Je me relevai rapidement et m'apprêtai à sortir de ma chambre d'un pas énervé. J'étais frustré. Comment ma mère pouvait accepter que la personne qui me mettait hors de moi en moins de dix secondes puisse vivre avec moi ? Elle savait très bien que...
Je me stoppai dans ma marche et fixai le sol.
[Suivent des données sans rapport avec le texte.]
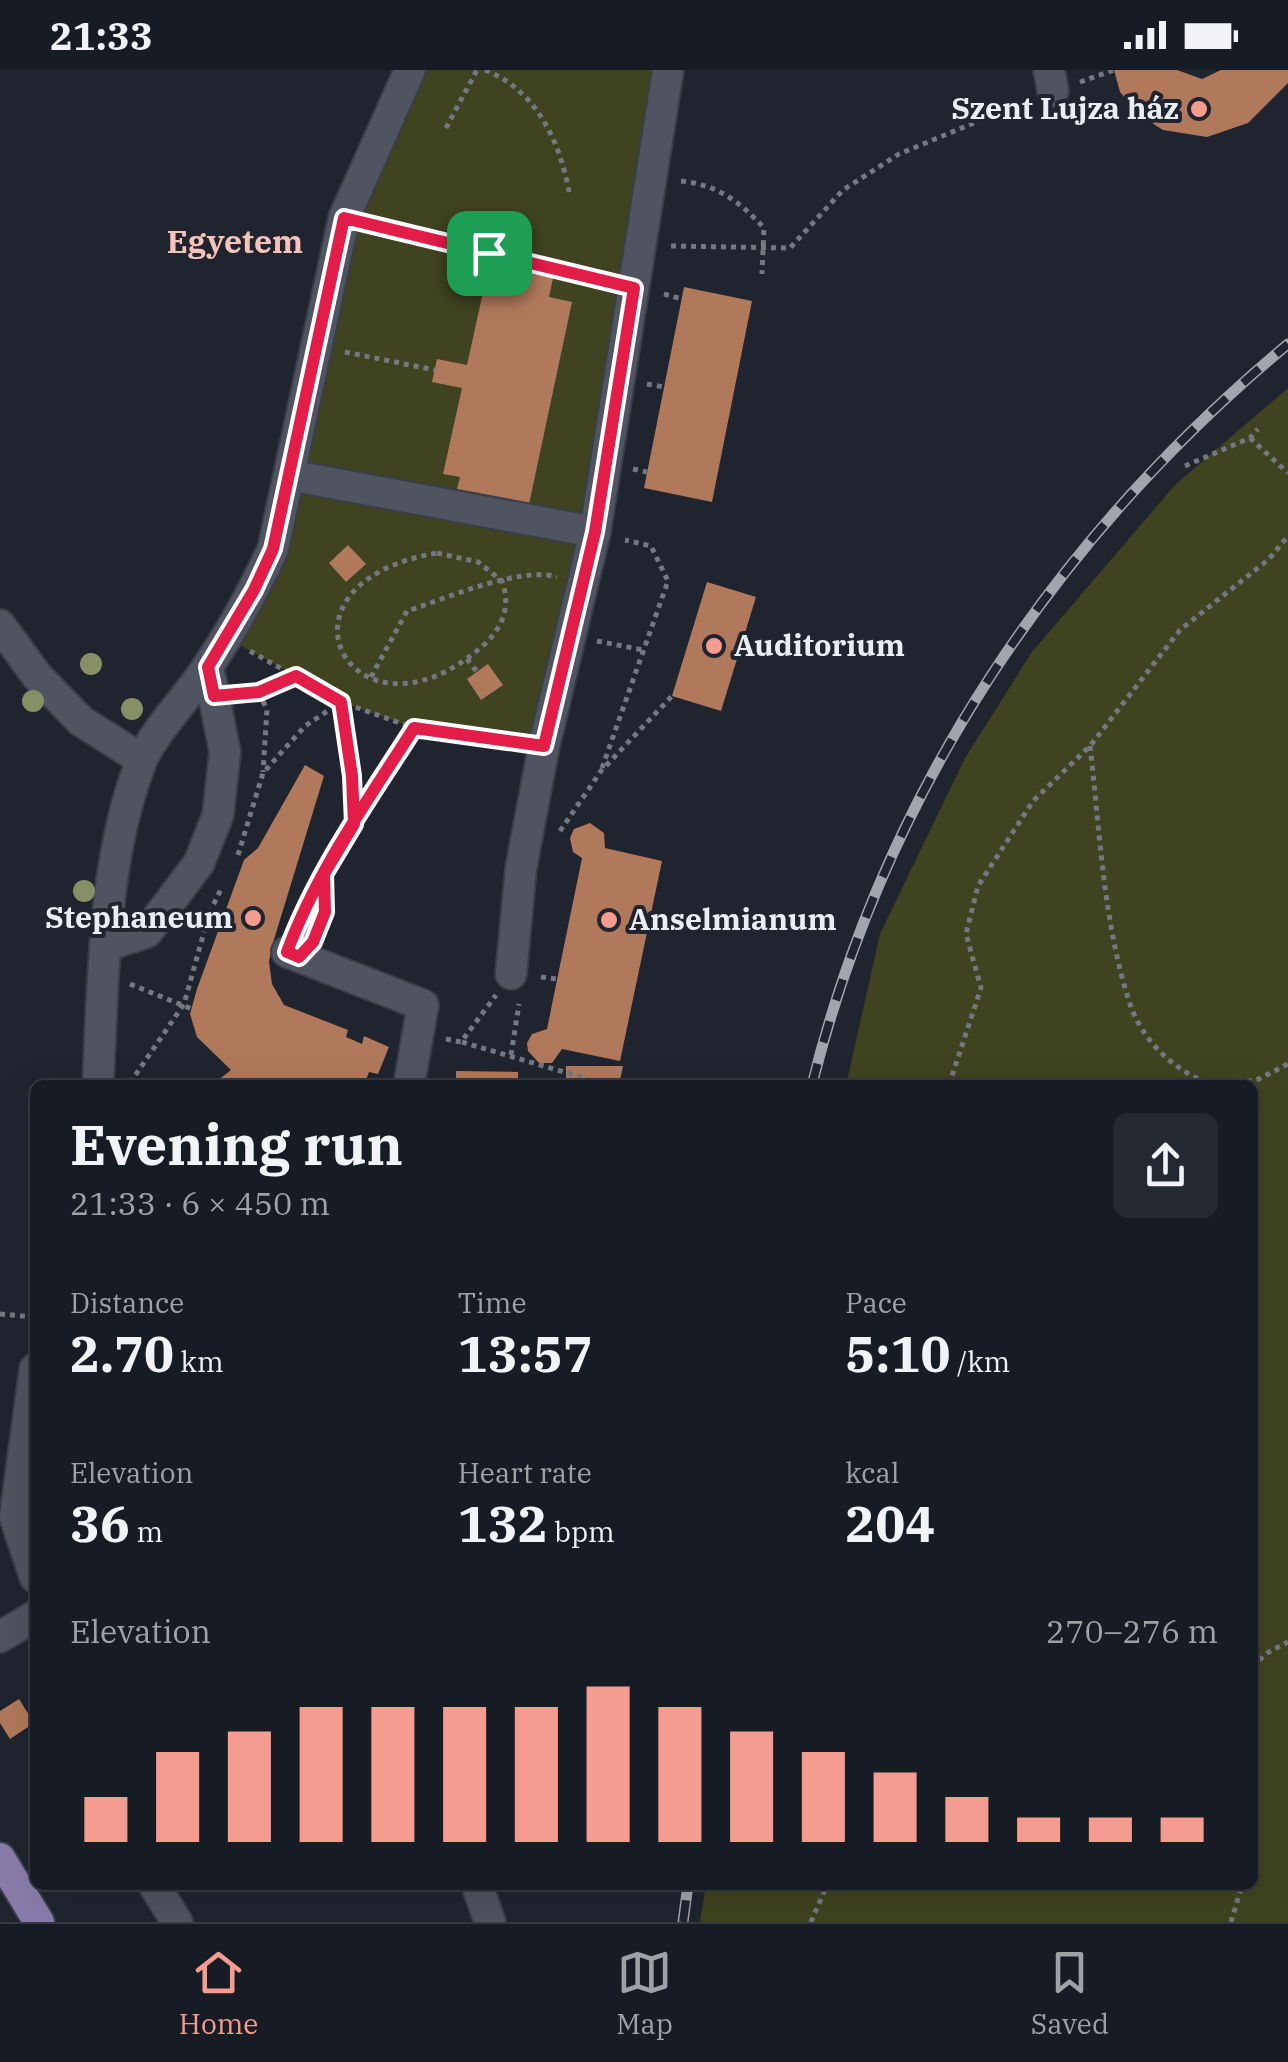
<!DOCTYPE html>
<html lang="en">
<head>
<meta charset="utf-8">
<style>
  body { margin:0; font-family:"IBM Plex Serif",serif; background:#242830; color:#f1f3f6; height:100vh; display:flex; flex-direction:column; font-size:38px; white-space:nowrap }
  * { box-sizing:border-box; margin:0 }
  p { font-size:32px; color:#9ea1a6 }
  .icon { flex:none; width:55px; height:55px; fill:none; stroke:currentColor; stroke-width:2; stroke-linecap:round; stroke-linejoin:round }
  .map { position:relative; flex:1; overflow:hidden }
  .sheet { position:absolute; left:30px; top:1010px; width:1228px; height:810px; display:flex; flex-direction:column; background:#171b23; border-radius:15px; box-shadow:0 10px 40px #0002,0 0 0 2px #363941 }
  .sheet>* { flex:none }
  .pin { position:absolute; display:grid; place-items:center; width:85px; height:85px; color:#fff; margin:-42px; border-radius:20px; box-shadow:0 5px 15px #0006 }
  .round { display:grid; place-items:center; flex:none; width:105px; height:105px; border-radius:15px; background:#242830 }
  .overview { display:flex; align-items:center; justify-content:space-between; height:170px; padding:0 40px }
  h1 { font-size:55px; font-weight:800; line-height:75px }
  .stats { display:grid; grid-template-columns:repeat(3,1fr); gap:15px; height:170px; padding:10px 40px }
  .stats div { display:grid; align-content:center }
  .stats b { font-size:50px; font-weight:800 }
  .stats small { font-size:28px; font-weight:400 }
  .stats p { font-size:28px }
  .chart { height:280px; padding:20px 40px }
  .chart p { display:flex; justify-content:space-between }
  .chart svg { width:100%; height:180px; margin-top:10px; stroke:#f59c90; stroke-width:6 }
  .status { display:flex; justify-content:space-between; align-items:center; height:70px; padding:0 50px; background:#171b23; direction:ltr }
  .status svg { height:28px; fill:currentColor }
  .menu { display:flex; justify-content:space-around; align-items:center; height:140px; border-top:2px solid #363941; background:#171b23; font-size:28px; color:#9ea1a6 }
  .menu a { display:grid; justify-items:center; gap:5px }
  .menu .selected { color:#f59c90 }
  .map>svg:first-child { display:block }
  .green { fill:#3f431f }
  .building { fill:#b1795b }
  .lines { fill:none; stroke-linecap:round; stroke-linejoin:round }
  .minor-casing { stroke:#3a3e48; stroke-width:34 }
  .major-casing { stroke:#3a3e48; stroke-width:34 }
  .path { stroke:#747881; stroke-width:5; stroke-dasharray:5 5; stroke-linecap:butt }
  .minor { stroke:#4f5460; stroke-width:30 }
  .major { stroke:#8a7dad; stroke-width:30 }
  .rail-casing { stroke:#a1a6ae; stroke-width:11 }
  .rail { stroke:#1f242f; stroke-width:8; stroke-dasharray:22; stroke-linecap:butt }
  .tree { fill:#878f64 }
  .route-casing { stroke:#fff; stroke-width:20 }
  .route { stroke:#e11d48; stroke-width:12 }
  .poi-dot { fill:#f59c90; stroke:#1f242f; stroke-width:4 }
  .labels { text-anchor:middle; stroke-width:8; stroke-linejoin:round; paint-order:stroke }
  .poi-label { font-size:30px; font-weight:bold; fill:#e9edf4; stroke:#1f242f; text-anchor:end }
  .neighbourhood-label { font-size:32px; font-weight:bold; fill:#f6c3bc; stroke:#1f242f }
</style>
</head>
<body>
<div class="status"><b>21:33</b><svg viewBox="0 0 49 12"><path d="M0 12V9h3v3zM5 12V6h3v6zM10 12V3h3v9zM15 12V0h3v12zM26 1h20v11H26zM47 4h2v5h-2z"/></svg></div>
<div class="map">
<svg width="1288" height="1852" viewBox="0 0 1288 1852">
  <rect width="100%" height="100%" fill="#1f242f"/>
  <g class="green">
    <path d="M410 0H668L544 676 414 658 341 632 226 567 254 520 344 148Z"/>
    <path d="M1288 318V1852H700L706 1815H1252V1015H846L880 864 965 688 1032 582 1175 415Z"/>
  </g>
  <g class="building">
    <path d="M1114 0H1177L1202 9 1221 0H1288V13L1248 53 1207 67 1163 60 1138 44 1120 22Z"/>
    <path d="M489 195 553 208 549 227 572 232 528 439 456 423 460 407 443 404 462 318 432 312 437 289 467 295Z"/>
    <path d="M684 217 752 231 712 432 644 418Z"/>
    <path d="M348 475 366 494 346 512 329 493Z"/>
    <path d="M707 512 756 527 721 641 672 626Z"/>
    <path d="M488 594 503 615 481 630 467 609Z"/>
    <path d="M305 695 324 706 272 876 269 892 272 914 284 935 348 960 346 967 362 974 364 966 389 977 378 1004 369 1002 364 1015H212L231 1000 197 967 190 944 197 919 244 790 258 778Z"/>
    <path d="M590 753 604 763 605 778 662 791 620 991 562 979 552 993H539L528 981 527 973 532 964 547 959 582 788 573 782 570 768 574 759Z"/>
    <path d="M566 996H623L619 1015H566Z"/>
    <path d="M456 1001 518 1002V1015H456Z"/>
    <path d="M19 1629 34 1653 10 1669 0 1653V1641Z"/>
  </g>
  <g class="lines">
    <g class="minor-casing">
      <g id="minor">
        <path d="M1049 0 1053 21"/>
        <path d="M289 405 595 462"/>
        <path d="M0 555 37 606 81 651 141 689"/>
        <path d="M105 876 147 862 199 793 218 745 225 682 208 597"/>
        <path d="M287 882 423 935 409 1015"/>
        <path d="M511 904 521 798 544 676 595 462 668 0"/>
        <path d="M98 1015C103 913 103 788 141 692 153 662 188 627 206 599 232 561 254 520 273 479L344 148 410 0"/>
        <path d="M35 1299 15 1447 35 1507"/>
        <path d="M0 1567 35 1546"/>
        <path d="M154 1815 177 1852"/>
        <path d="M477 1815 490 1852"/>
      </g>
    </g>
    <g class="major-casing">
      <path id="major" d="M0 1788 39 1852"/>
    </g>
    <g class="path">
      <path d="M485 0C538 21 561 74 570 127"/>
      <path d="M1080 12 1114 0"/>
      <path d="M446 58 477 0"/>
      <path d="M681 111C718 115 739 131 764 158L762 204"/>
      <path d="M372 155 604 211"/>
      <path d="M671 176 790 178 843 120 899 84 1027 31"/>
      <path d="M664 224 682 229"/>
      <path d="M345 282 435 300"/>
      <path d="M647 314 664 317"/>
      <path d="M1250 368 1288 403"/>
      <path d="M1185 396 1250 368 1258 359"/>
      <path d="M633 399 647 402"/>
      <path d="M437 483 478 492 502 511C512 539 501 561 479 579 352 686 257 514 437 483Z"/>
      <path d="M597 571 643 580"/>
      <path d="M250 581 341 632 414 658 515 672"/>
      <path d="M467 589 477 602"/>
      <path d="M371 607 407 541C445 529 519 496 557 507"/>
      <path d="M259 622 267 640 263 702"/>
      <path d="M242 624 259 622 296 607"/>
      <path d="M1090 676C1100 761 1103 852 1130 934 1142 971 1178 1005 1215 1015"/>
      <path d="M602 698 668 511 651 476 625 470"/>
      <path d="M560 761 601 701 672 626"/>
      <path d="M238 785 263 703 305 656 341 632 352 706 353 753"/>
      <path d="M297 855 322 807"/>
      <path d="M317 862 325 842 323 804 414 658"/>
      <path d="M541 907 557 909"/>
      <path d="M130 914 192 939"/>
      <path d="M446 969 461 972 496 925"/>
      <path d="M462 972 608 1015"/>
      <path d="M511 985 519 934"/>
      <path d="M130 1013 184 934 209 844 222 817"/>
      <path d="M949 1015 981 918 966 864 978 816 1033 731 1090 676 1180 560 1269 489 1288 466"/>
      <path d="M1227 1015 1259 1009 1288 994"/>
      <path d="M0 1244 35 1247"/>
      <path d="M1252 1597 1267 1583 1288 1572"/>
      <path d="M1252 1758V1777"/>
      <path d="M811 1852 827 1815"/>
      <path d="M1231 1852 1242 1815"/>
    </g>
    <use href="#minor" class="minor"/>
    <use href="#major" class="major"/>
    <g class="rail-casing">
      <g id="rail">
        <path d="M812 1015C885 721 1056 467 1288 274"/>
        <path d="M683 1852 688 1815"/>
      </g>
    </g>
    <use href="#rail" class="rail"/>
  </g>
  <g class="tree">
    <circle cx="91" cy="594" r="11"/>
    <circle cx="33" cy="631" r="11"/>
    <circle cx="132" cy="639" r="11"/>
    <circle cx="84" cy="821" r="11"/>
  </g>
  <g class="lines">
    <g class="route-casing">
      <path id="route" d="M489 183 344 148 273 479 254 520 208 597 214 626 259 622 296 606 341 632 352 706 354 754 324 804 325 842 313 872 299 887 287 882C317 801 368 730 414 658L544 676 595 462 634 218 489 183"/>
    </g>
    <use href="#route" class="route"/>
  </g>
  <g class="poi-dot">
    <circle cx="1199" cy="39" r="10"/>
    <circle cx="714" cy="576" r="10"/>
    <circle cx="253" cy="848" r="10"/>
    <circle cx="609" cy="850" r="10"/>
  </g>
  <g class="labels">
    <g class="poi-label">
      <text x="1179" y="49">Szent Lujza ház</text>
      <text x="734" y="586" text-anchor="start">Auditorium</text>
      <text x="233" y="858">Stephaneum</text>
      <text x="629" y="860" text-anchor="start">Anselmianum</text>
    </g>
    <g class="neighbourhood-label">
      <text x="235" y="183">Egyetem</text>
    </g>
  </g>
</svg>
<div class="pin" style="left:489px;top:183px;background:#1e9e55"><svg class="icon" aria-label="arrive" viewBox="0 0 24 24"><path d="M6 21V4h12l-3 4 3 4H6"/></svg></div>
<section class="sheet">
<div class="overview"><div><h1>Evening run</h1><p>21:33 · 6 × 450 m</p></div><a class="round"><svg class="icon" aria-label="share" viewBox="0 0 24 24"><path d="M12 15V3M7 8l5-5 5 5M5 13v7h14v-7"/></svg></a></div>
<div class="stats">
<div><p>Distance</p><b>2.70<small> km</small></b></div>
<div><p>Time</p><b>13:57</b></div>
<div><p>Pace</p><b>5:10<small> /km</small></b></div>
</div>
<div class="stats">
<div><p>Elevation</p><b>36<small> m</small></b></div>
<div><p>Heart rate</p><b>132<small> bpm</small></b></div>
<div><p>kcal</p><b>204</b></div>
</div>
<div class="chart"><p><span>Elevation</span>270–276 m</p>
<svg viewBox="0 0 160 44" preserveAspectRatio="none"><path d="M5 44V33M15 44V22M25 44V17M35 44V11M45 44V11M55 44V11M65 44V11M75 44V6M85 44V11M95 44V17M105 44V22M115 44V27M125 44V33M135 44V38M145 44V38M155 44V38"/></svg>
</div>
</section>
</div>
<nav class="menu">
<a class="selected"><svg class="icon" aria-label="home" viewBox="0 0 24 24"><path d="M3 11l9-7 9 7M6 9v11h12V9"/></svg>Home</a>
<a><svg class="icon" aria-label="map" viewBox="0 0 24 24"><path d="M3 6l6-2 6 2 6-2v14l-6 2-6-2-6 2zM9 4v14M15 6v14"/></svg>Map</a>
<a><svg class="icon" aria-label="saved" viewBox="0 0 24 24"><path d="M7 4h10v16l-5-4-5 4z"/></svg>Saved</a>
</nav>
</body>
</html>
Maintenant que j'y pensais... Tout ce qui était autour de moi ne provenait pas de mon monde, mais d'un autre. Alors comment se faisait-il que Naruto Uzumaki soit là ? Il n'était pas censé me connaître d'après le journal, puis il semblait avoir les mêmes liens que moi j'avais avec celui qui était censé être lui. Dans ce cas, qu'est-ce que le "vrai" faisait là ? Je retournai dans ma chambre. Il n'avait pas bougé d'un pouce et prenait ses aises. Je fronçai les sourcils, agacé, et je me fis violence pour ne pas lui asséner un coup. Il devait garder conscience pour que je puisse lui poser toutes les questions que je devais poser afin de combler ma curiosité.
« Qu'est-ce que tu fais ici, au fait ? »
Il me regarda du coin de l'œil et haussa un sourcil à ma question, sans pour autant changer de position.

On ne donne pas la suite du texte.